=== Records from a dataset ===
[Start of Attachment]
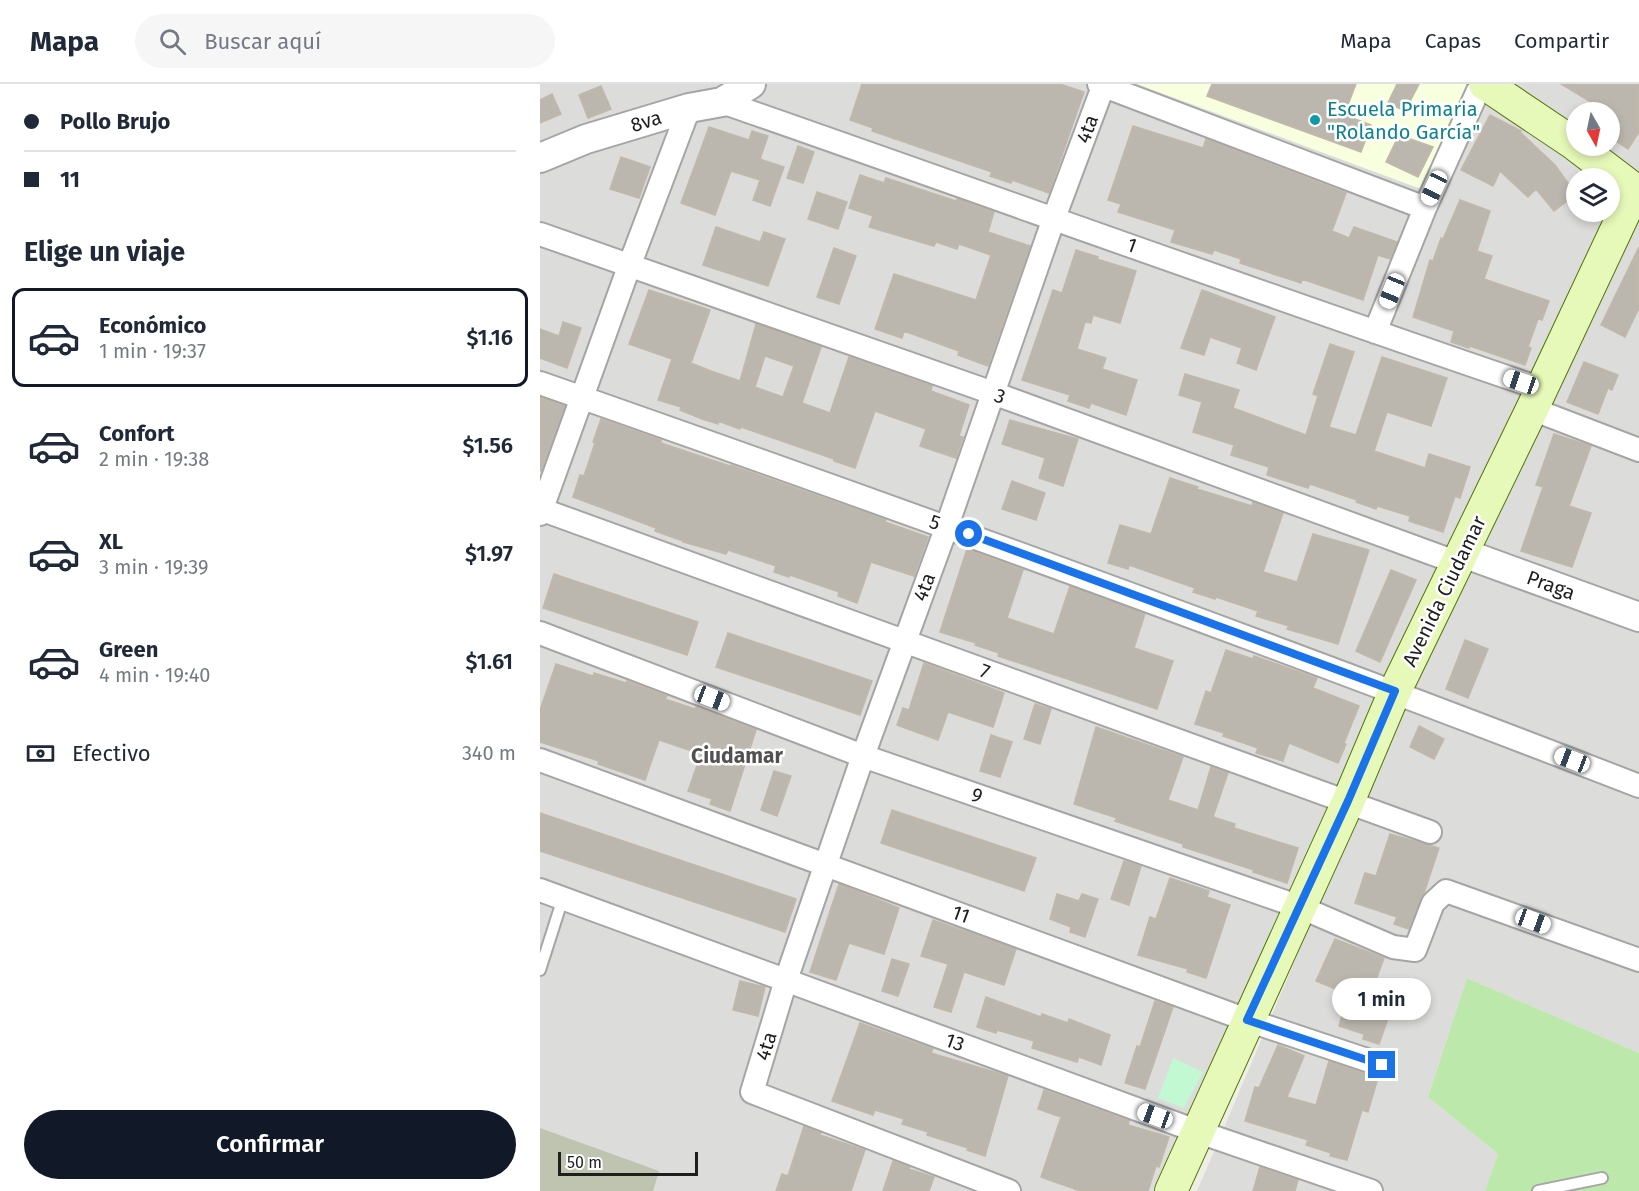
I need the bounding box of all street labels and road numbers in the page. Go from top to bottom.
street label: 8va [628,105,664,137]
street label: 4ta [1071,111,1103,147]
street label: 1 [1124,232,1140,258]
street label: 3 [991,383,1009,409]
street label: 5 [926,509,944,535]
street label: Avenida Ciudamar [1397,511,1491,670]
street label: Praga [1523,565,1579,605]
street label: 4ta [908,569,940,605]
street label: 7 [977,658,993,684]
street label: 9 [968,782,986,808]
street label: 11 [949,900,973,928]
street label: 13 [942,1028,968,1056]
street label: 4ta [750,1029,782,1063]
[End of Attachment]
=== What is being asked ===
Print verbatim every line above, apart from the pictures.

=== Result of this exercise ===
I need the bounding box of all street labels and road numbers in the page. Go from top to bottom.
street label: 8va [628,105,664,137]
street label: 4ta [1071,111,1103,147]
street label: 1 [1124,232,1140,258]
street label: 3 [991,383,1009,409]
street label: 5 [926,509,944,535]
street label: Avenida Ciudamar [1397,511,1491,670]
street label: Praga [1523,565,1579,605]
street label: 4ta [908,569,940,605]
street label: 7 [977,658,993,684]
street label: 9 [968,782,986,808]
street label: 11 [949,900,973,928]
street label: 13 [942,1028,968,1056]
street label: 4ta [750,1029,782,1063]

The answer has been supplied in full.